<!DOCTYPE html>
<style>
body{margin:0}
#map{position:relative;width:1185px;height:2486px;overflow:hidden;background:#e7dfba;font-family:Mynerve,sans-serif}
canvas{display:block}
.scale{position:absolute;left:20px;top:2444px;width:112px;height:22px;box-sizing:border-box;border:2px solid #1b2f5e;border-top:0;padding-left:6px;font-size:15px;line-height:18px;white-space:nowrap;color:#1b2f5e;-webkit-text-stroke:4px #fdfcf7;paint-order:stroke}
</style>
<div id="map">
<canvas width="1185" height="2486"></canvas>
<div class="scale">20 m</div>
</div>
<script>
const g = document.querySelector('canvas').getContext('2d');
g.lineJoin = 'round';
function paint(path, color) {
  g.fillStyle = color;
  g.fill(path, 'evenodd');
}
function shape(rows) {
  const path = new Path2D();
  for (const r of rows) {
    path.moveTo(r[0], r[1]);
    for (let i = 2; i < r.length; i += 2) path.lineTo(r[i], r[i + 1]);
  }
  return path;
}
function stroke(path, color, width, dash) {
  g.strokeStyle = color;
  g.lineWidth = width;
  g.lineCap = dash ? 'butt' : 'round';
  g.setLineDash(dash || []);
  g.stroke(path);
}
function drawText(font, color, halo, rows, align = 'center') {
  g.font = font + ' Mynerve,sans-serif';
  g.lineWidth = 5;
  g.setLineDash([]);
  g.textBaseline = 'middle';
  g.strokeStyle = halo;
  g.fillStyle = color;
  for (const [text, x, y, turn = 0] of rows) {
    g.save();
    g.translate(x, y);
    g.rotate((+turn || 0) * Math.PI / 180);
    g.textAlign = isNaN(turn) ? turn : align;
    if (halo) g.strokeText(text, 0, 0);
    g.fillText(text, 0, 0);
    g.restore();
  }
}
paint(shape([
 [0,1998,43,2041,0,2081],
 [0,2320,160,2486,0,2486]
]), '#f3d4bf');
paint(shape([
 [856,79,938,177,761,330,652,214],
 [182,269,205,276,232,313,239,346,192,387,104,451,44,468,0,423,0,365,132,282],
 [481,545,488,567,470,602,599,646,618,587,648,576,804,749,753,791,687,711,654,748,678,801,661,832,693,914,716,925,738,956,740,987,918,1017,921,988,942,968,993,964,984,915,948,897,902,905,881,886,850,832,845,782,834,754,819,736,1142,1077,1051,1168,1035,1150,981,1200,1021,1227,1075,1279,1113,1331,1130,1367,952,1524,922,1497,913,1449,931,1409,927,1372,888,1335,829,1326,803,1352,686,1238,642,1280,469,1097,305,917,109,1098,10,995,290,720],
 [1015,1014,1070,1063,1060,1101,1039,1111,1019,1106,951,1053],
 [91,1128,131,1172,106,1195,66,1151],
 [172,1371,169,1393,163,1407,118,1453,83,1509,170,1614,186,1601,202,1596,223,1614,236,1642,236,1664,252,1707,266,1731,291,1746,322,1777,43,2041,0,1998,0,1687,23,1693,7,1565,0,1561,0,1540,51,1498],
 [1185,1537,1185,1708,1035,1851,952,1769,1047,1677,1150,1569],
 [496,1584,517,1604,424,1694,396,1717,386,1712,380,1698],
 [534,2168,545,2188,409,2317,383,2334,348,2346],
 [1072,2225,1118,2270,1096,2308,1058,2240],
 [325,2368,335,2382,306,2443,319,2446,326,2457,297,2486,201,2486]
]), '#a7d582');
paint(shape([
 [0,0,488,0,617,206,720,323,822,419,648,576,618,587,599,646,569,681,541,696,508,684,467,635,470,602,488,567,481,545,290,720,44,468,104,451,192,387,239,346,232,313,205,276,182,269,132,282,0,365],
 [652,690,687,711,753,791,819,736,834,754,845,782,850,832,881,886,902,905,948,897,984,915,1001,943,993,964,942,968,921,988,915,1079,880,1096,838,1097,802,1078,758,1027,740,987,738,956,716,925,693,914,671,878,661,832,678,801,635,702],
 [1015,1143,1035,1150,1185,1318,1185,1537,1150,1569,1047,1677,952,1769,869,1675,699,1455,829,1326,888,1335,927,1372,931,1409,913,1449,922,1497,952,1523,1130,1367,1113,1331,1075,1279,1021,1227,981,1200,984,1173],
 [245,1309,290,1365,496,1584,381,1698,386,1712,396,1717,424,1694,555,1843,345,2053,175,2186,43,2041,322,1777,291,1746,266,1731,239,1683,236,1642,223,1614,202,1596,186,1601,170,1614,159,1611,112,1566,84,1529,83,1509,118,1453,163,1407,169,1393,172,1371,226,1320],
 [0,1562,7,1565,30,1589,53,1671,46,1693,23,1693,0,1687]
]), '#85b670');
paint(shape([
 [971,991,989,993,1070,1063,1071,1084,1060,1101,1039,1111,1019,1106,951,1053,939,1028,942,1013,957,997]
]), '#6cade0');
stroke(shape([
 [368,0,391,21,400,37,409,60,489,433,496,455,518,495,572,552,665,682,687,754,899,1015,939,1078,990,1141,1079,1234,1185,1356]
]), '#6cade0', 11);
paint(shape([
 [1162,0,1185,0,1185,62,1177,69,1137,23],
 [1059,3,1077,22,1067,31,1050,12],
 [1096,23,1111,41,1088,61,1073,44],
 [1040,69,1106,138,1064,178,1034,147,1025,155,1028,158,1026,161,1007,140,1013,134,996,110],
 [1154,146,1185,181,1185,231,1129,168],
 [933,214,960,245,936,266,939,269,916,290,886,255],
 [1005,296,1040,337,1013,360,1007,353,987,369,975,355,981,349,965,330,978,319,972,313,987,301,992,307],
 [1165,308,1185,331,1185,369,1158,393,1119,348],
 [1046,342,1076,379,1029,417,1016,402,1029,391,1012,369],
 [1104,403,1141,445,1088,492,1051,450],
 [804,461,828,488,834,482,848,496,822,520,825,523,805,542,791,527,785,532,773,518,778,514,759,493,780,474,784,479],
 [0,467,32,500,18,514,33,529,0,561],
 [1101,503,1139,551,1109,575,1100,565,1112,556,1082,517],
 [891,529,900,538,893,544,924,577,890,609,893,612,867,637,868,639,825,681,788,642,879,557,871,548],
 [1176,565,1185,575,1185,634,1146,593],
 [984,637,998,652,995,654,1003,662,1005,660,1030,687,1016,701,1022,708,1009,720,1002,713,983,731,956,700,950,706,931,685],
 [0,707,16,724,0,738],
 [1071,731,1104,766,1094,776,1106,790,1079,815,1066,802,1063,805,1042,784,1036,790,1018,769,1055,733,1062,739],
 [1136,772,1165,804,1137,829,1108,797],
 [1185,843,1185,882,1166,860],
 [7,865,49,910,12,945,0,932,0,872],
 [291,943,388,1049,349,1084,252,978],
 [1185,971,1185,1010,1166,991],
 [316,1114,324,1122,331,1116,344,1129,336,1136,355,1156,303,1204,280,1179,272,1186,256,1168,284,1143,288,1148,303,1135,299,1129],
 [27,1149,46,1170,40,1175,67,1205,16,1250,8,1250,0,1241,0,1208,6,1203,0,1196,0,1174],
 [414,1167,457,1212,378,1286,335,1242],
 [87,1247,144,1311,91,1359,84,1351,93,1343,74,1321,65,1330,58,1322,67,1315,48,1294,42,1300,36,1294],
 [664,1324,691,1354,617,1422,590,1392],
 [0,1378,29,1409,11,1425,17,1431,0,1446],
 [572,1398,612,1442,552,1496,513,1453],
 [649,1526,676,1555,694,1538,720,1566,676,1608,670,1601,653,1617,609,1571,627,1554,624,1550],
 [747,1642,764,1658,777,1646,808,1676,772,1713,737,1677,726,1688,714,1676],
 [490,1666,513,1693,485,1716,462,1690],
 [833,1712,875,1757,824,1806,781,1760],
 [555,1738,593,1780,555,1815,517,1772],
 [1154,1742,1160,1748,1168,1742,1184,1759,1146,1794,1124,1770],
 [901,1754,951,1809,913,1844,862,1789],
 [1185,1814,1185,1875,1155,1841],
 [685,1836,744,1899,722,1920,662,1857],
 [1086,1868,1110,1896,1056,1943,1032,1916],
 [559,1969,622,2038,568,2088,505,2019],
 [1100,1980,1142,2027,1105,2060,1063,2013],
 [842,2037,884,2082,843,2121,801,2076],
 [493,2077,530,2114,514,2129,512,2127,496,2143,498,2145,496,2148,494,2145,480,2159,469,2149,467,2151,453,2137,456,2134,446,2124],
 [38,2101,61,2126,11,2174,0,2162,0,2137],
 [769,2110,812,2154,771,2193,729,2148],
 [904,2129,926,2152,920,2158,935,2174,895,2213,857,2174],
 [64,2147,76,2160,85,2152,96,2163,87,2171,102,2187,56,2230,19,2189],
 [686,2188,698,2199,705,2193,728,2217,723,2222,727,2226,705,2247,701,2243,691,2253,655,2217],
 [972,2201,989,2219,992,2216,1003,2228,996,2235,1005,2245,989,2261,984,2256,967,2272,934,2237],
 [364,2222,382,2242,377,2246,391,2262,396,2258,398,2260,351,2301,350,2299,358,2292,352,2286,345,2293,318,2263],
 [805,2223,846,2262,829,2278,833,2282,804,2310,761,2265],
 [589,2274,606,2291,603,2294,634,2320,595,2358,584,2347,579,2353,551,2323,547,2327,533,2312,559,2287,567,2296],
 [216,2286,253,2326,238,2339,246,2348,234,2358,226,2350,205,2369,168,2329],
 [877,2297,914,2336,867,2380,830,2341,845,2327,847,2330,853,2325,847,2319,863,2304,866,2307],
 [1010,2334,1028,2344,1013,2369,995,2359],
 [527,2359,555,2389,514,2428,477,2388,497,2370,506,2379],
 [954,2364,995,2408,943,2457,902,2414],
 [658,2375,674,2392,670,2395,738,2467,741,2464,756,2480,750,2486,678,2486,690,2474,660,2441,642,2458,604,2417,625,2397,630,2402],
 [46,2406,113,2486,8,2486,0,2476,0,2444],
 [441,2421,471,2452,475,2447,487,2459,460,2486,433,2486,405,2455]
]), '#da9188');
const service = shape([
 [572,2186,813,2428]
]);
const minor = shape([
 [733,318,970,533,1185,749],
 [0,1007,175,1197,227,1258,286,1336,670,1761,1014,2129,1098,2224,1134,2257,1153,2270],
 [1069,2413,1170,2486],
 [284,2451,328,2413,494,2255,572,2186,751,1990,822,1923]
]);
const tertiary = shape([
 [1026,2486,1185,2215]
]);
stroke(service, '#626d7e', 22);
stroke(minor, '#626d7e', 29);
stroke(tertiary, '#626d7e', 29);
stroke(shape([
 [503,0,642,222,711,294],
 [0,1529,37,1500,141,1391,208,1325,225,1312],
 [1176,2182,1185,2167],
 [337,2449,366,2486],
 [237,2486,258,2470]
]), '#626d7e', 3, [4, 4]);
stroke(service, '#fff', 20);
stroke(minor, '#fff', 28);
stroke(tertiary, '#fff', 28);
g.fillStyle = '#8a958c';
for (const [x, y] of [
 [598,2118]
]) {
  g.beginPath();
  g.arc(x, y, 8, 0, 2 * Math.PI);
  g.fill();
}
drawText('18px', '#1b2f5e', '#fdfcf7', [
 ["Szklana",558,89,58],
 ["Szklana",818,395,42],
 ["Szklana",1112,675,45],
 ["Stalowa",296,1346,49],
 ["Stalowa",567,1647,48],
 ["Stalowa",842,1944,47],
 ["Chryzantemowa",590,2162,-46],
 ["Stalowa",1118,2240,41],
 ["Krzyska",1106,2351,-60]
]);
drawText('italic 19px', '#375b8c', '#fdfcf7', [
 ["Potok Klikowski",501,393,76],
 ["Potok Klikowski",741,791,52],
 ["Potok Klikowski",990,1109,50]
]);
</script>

■ ■ ■ ■ ■

WHAT YOU ARE ASKED TO DO:
Beginning with the line that contains "for (const [x, y]", write out every line through the end of the entries above, exactly.

WRITTEN REPLY:
for (const [x, y] of [
 [598,2118]
]) {
  g.beginPath();
  g.arc(x, y, 8, 0, 2 * Math.PI);
  g.fill();
}
drawText('18px', '#1b2f5e', '#fdfcf7', [
 ["Szklana",558,89,58],
 ["Szklana",818,395,42],
 ["Szklana",1112,675,45],
 ["Stalowa",296,1346,49],
 ["Stalowa",567,1647,48],
 ["Stalowa",842,1944,47],
 ["Chryzantemowa",590,2162,-46],
 ["Stalowa",1118,2240,41],
 ["Krzyska",1106,2351,-60]
]);
drawText('italic 19px', '#375b8c', '#fdfcf7', [
 ["Potok Klikowski",501,393,76],
 ["Potok Klikowski",741,791,52],
 ["Potok Klikowski",990,1109,50]
]);
</script>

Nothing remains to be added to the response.